Blockchain infrastructure company Chainlink said it is joining a group of banks that collectively represent more than $10 trillion in assets under management to unlock real-time and stable cross-border payments for foreign exchange within a year.
The coalition, called Project Pangea, aims to redefine global foreign exchange markets, Niki Ariyasinghe, Chainlink’s vice president for Asia Pacific and the Middle East, said in a video interview on Tuesday. Besides Chainlink, the group includes Qivalis, a euro stablecoin consortium backed by 37 European banks, and UniKA, a Korean banking alliance representing more than 10 commercial banks.

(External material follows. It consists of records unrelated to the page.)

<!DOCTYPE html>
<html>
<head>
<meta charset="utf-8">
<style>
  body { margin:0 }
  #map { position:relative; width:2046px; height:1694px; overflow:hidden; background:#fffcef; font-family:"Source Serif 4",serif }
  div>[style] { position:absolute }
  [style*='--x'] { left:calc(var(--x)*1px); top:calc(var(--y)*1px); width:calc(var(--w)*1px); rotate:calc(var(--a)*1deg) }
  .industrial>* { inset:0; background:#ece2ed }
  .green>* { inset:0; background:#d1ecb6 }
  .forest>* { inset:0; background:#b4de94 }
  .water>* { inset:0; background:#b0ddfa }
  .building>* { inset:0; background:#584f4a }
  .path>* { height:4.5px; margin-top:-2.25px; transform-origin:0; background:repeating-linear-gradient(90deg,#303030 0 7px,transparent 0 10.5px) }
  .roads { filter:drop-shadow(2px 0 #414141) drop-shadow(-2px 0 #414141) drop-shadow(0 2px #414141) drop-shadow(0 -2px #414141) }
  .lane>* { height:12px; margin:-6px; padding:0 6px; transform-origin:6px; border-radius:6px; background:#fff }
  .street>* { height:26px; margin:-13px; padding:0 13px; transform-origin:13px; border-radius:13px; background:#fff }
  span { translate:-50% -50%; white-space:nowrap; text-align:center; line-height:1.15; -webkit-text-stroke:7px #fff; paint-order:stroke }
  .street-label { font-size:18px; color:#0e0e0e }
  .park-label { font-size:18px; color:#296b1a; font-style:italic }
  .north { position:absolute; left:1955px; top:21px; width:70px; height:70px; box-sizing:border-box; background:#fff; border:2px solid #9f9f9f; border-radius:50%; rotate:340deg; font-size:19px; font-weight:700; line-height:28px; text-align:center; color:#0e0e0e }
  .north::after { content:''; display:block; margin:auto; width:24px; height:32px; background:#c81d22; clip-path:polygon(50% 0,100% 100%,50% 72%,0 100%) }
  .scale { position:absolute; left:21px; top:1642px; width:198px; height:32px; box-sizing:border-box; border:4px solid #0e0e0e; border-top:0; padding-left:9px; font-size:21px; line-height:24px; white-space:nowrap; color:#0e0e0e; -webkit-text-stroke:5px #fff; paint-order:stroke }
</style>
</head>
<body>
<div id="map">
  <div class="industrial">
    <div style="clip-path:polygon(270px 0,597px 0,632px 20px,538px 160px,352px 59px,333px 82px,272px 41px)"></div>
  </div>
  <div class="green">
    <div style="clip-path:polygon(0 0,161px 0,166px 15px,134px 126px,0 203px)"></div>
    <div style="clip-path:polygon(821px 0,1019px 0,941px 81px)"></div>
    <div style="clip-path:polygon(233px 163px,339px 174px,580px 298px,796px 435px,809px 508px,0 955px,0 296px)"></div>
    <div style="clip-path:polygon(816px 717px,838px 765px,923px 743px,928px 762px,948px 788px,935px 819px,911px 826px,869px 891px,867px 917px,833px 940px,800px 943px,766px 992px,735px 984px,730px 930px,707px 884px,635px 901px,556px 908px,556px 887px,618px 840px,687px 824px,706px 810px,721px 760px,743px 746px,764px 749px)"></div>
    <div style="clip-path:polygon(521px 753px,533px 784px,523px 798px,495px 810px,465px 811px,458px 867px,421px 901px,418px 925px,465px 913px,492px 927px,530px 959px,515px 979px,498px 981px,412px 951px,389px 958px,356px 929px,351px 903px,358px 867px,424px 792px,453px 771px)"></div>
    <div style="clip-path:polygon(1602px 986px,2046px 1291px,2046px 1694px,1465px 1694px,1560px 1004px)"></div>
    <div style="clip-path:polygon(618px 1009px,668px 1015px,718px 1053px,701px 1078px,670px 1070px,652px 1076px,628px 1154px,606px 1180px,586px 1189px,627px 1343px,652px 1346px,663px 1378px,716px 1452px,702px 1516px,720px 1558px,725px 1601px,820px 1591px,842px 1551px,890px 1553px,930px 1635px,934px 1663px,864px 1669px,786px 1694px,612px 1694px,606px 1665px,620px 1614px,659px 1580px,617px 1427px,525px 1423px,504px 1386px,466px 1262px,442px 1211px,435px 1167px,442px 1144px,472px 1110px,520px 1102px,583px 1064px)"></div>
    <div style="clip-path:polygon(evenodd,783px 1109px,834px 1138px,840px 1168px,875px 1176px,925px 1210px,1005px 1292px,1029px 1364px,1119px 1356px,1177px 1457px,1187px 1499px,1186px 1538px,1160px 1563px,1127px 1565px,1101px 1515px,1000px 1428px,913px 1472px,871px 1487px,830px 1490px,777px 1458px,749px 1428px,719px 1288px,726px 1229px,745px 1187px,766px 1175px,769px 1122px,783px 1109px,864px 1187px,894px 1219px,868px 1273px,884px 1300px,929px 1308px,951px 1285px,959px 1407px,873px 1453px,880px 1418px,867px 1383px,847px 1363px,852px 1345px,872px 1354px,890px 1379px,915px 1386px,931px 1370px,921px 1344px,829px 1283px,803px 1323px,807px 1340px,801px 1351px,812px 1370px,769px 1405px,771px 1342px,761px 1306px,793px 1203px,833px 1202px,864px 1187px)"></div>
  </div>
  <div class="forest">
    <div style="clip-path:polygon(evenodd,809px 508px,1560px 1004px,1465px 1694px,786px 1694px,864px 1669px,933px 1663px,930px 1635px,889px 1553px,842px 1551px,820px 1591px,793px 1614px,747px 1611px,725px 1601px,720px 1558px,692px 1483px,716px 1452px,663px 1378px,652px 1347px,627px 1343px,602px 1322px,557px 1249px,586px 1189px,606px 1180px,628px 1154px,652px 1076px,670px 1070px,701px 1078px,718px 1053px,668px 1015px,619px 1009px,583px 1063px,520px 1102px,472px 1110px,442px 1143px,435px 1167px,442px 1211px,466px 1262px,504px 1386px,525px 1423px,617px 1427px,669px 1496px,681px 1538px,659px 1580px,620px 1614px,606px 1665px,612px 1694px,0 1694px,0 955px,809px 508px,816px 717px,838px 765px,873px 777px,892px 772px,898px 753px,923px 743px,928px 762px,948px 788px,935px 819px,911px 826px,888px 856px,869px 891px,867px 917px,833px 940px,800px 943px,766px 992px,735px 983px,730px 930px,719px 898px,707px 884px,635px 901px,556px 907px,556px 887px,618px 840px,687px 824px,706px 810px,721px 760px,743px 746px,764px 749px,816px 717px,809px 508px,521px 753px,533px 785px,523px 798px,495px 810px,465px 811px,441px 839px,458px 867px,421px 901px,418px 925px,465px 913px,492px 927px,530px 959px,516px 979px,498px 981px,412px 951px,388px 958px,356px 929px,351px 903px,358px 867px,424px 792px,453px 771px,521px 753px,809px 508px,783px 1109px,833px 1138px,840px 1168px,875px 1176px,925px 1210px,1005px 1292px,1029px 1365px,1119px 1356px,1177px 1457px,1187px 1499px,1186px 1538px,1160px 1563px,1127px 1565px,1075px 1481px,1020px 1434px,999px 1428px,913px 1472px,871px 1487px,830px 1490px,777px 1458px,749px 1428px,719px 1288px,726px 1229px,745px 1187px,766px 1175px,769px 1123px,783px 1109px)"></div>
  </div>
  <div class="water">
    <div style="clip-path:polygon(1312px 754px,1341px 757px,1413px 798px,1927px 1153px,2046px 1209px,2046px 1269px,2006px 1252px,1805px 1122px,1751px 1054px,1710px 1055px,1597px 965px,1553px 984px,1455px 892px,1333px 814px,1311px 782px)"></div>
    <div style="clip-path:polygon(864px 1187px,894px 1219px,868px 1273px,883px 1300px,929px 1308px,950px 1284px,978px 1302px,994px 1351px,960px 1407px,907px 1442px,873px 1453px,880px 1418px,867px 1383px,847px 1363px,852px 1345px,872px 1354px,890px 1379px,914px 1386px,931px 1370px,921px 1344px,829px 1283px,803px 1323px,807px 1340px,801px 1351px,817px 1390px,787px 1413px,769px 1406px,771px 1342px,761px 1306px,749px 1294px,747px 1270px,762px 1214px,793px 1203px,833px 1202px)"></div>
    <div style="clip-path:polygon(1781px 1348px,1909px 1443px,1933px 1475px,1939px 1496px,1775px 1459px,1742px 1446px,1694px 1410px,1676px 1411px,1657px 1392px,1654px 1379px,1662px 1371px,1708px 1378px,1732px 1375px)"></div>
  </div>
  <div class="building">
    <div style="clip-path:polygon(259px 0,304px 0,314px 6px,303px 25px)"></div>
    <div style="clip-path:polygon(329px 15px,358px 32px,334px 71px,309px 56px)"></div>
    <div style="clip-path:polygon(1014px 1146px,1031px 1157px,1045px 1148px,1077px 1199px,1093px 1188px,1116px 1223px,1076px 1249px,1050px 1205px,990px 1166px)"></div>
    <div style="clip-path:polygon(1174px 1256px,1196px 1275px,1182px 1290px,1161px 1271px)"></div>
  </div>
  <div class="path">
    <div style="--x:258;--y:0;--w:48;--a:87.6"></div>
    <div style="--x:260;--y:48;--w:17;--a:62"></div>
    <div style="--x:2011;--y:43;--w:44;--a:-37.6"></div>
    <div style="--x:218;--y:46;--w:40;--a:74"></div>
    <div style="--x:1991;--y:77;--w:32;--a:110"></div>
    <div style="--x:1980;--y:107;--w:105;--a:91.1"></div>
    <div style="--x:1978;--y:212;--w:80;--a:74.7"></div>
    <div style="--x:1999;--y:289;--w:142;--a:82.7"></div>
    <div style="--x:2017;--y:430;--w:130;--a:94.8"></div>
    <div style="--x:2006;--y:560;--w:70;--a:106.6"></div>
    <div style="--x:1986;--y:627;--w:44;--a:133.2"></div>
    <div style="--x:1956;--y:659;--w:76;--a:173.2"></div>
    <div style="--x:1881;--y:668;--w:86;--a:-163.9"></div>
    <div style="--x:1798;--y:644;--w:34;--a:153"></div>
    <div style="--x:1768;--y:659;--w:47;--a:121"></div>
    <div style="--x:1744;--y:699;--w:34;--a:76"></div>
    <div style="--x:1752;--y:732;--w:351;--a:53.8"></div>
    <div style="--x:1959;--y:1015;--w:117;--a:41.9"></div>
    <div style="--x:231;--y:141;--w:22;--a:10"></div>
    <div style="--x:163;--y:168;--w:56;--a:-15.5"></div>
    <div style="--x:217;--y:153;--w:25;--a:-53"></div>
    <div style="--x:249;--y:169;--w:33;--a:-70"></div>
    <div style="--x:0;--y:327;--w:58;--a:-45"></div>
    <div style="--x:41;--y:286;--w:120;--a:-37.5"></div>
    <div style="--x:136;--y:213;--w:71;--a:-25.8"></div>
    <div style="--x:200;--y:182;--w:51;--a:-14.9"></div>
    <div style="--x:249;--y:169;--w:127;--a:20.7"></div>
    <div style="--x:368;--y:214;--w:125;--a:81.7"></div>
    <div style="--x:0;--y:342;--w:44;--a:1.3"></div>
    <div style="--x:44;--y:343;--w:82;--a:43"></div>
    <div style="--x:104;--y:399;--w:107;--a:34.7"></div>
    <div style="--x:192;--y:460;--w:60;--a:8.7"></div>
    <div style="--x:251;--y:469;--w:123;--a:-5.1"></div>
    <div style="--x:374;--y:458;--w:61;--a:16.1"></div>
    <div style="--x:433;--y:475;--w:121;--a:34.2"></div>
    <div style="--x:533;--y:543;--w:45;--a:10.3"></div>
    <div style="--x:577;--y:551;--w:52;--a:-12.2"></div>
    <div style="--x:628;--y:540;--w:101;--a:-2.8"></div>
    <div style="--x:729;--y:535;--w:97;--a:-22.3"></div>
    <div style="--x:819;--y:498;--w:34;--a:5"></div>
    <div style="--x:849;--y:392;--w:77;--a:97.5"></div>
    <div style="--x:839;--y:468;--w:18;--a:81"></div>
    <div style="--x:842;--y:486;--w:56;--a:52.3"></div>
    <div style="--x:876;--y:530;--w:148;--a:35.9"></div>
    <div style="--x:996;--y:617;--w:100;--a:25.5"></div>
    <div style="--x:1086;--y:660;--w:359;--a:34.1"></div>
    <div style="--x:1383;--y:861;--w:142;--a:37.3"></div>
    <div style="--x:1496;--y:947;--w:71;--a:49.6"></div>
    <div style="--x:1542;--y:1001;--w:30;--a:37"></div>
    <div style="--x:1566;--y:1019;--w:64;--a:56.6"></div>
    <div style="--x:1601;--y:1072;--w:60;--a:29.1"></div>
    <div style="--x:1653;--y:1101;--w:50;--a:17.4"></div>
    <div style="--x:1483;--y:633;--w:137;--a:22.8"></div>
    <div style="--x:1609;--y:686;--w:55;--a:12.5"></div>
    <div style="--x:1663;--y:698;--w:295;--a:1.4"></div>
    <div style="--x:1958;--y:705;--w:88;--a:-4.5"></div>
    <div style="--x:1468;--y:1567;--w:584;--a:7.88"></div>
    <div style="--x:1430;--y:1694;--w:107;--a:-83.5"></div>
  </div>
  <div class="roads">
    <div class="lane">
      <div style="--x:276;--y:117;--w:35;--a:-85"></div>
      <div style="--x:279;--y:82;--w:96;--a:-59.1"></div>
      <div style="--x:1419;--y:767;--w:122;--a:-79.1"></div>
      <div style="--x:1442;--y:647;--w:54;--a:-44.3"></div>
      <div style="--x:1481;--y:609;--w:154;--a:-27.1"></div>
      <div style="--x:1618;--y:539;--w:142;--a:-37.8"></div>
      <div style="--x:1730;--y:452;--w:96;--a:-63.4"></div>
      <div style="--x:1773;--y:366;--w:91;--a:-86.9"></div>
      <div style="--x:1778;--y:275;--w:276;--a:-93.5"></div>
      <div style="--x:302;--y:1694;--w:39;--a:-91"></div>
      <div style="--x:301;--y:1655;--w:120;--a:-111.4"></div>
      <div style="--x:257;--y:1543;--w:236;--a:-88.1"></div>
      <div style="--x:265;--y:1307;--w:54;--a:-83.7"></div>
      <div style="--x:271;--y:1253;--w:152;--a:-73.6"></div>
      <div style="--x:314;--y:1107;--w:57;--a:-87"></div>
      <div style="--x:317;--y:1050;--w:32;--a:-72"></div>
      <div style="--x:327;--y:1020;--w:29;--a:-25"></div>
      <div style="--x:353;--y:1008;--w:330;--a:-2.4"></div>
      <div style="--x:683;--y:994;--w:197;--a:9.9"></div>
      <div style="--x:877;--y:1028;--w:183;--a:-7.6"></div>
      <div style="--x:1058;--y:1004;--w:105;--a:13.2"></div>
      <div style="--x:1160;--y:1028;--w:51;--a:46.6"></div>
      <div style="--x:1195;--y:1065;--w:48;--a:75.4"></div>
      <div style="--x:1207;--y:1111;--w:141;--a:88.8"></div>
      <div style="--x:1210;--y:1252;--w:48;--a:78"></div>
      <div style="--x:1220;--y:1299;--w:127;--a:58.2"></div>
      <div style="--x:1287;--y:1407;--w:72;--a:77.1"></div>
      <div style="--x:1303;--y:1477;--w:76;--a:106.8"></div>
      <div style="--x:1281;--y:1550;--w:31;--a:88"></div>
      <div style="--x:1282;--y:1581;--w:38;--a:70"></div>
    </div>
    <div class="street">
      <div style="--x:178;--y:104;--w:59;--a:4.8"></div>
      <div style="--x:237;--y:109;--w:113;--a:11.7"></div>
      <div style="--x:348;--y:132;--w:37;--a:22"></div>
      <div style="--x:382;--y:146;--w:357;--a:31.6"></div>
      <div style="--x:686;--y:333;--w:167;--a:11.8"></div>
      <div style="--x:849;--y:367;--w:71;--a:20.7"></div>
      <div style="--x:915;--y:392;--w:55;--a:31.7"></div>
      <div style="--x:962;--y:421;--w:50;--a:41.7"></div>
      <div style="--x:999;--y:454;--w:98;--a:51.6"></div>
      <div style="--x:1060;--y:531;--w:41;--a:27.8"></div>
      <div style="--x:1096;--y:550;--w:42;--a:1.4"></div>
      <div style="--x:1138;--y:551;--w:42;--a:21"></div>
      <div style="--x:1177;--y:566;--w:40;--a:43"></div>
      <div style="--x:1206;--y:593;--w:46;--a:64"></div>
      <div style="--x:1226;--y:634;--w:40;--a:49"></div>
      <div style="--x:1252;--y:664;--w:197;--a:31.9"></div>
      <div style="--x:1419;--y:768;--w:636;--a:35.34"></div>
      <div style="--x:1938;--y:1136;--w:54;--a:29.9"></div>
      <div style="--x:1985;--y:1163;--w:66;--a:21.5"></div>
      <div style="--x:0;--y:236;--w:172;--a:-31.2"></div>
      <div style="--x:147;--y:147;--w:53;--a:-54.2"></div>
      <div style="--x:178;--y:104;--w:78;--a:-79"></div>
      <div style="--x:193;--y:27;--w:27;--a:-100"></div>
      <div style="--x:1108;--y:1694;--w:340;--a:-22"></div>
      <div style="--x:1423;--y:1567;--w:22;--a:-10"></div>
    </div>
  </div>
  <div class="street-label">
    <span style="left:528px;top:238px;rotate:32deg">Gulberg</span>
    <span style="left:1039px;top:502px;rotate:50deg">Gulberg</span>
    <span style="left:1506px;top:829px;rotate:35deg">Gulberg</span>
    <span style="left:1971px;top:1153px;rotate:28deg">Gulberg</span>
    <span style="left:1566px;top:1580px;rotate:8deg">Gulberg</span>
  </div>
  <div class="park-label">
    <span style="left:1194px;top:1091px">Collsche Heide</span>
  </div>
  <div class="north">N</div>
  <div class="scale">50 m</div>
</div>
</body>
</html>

The project aims to explore moving foreign exchange settlement from a traditional 48-hour time frame (T+2) to near instantaneous settlement (T+0) using regulated stablecoins linked to the Euro and South Korean Won, or crypto tokens whose value is linked 1:1 to the underlying currency.
The initiative will evaluate whether stablecoins can be exchanged through atomic payment-for-payment (PvP) settlement, in which both sides of a currency transaction settle simultaneously or not at all, thereby reducing counterparty and settlement risk.
The project goes beyond a technological experiment, Ariyasinghe said. Chainlink draws a line in the sand between theoretical “proofs of concept” and actual infrastructure.